と思われがちですが、実際はもともとかなり振り切った気質で、この悪い側面が孤高な創作作業のストレスにより徐々に悪化し、手がつけられなくなったんでしょう。
紙一重ゆえ、こその天才なんですよね。
ポールクローデル曰く"暴君だった姉"の全盛期から狂人になるまでを描いたイザベルアジャーニの「カミーユクローデル」は、激しさゆえ狂気に落ちてゆく様が壮絶で、見ていて胸が苦しくなりました。イザベルアジャーニ可愛いし。。。
イザベル版は、激しさゆえの切なさ。
ジュリエット版は、静寂ゆえの切なさ。
若い頃と晩年。
セットで観るとなお深みが増しておすすめです。
それにしてもジュリエット版のカミーユのこの独特で繊細な世界観は、ポールクローデルの回顧録と詩のイメージを丁寧に忠実になぞったのかな、と思いました。
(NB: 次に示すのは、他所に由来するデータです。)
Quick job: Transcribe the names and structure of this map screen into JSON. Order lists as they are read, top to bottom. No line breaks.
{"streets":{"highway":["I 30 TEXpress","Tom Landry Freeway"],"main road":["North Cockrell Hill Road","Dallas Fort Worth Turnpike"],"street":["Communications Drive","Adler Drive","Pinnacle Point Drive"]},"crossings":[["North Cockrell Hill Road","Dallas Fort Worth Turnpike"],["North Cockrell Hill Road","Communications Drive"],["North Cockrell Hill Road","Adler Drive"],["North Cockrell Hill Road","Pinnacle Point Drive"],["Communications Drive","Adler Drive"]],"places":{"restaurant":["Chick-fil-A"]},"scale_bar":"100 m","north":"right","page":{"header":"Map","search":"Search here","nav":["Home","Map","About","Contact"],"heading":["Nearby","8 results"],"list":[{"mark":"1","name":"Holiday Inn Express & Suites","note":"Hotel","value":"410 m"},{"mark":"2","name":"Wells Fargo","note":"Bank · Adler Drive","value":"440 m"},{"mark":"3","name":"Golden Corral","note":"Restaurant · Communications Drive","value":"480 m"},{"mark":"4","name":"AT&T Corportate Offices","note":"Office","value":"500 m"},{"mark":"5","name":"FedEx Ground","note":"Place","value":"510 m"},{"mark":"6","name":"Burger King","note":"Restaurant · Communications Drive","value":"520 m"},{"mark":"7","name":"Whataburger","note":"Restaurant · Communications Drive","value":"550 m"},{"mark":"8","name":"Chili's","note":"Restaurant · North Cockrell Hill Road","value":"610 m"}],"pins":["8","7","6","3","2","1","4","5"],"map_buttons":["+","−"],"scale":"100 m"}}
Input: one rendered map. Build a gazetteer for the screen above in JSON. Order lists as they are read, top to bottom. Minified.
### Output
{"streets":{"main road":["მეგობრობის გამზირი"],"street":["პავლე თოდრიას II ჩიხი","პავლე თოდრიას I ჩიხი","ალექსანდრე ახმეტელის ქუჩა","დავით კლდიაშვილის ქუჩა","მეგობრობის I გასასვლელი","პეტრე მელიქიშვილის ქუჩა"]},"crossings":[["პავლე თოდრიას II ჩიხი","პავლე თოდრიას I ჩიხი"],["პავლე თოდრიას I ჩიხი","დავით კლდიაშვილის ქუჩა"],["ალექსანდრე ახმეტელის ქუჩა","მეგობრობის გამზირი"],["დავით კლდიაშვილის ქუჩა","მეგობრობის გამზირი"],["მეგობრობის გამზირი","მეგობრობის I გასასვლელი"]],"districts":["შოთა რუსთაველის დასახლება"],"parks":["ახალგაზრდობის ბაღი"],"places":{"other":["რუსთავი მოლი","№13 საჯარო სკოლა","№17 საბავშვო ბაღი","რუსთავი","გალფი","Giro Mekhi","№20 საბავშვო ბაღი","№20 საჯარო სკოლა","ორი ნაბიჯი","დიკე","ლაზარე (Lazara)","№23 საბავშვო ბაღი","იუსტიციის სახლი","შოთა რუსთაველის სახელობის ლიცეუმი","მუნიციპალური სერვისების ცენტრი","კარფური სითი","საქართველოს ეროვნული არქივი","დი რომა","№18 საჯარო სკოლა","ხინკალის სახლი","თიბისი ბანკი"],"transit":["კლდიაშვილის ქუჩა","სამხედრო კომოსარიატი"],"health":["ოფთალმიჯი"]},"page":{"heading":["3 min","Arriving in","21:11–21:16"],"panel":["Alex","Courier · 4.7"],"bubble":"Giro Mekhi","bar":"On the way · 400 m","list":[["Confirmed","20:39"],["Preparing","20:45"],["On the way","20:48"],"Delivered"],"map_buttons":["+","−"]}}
この姉弟は幼い時からとても仲が良く、お互いに芸術気質で気があったようです。で、幼い時から遠くオリエンタルな日本に憧れ、いつか行こう!と夢見ていたんだそう。
ポールは1921年から1927年まで駐日フランス大使を勤めています。
弟は念願叶い、日本の素晴らしさに感銘を受けたようで、書籍を見てもめっちゃくちゃ日本贔屓なのが分かりす。
一方の姉は夢果せずでしたが、代わりに彼女の作品が見事来日を果たします。
以来、カミーユクローデルは日本人女性の心を鷲掴みにしています。
本当にこの姉弟は、姉弟は、姉弟は…号泣。
カミーユだけではなく、詩人であり外交官だったポールクローデルの本も読み直したくなっちゃったわ。
カミーユの本は初版1989年。
で、このポールの本はぜひぜひ、広く読んでいただきたいお勧め本です。
当時、ポールクローデルの詩集を探していたんですが、在庫がなかったんだ。と思い出しました。
今ならAmazonで見つかるかも。
たまにはクローデル姉弟の本を開いて、芸術気質のフリして、ゆっくり"孤独の世界"に浸ろうっと。
あっしつこく余談ですが
日本の彫刻家禄山は、パリ留学中にロダンの影響を受け、画家から彫刻家へと転身。『女』という傑作を残しました。
が、この作風やデティールはロダンの力強い男性的な作品より遥かにデリケートで、むしろカミーユクローデルの情緒豊かで繊細なタッチに近い。
というか、彼女の代表作の『分別盛り』の『懇願する女』とポーズや構図がよく似ています。
禄山が感銘と衝撃を受けたのは、ロダンてまはく実はカミーユの作品だったのではないのか。
そんな説もあり、作品を見比べると確かに…でこの説に一票。
同じ時代に生きた天才彫刻家のオーギュストロダン、萩原禄山、そしてカミーユクローデル。
時代と国を超え多くの人の心を虜にする独特な容姿、作品の細部にまでその個性が反映される激しい気質、狂気に落ちるほど溢れた才能を持ち合わせたカミーユが軍を抜いて、最強の天才彫刻家だと、私は思います。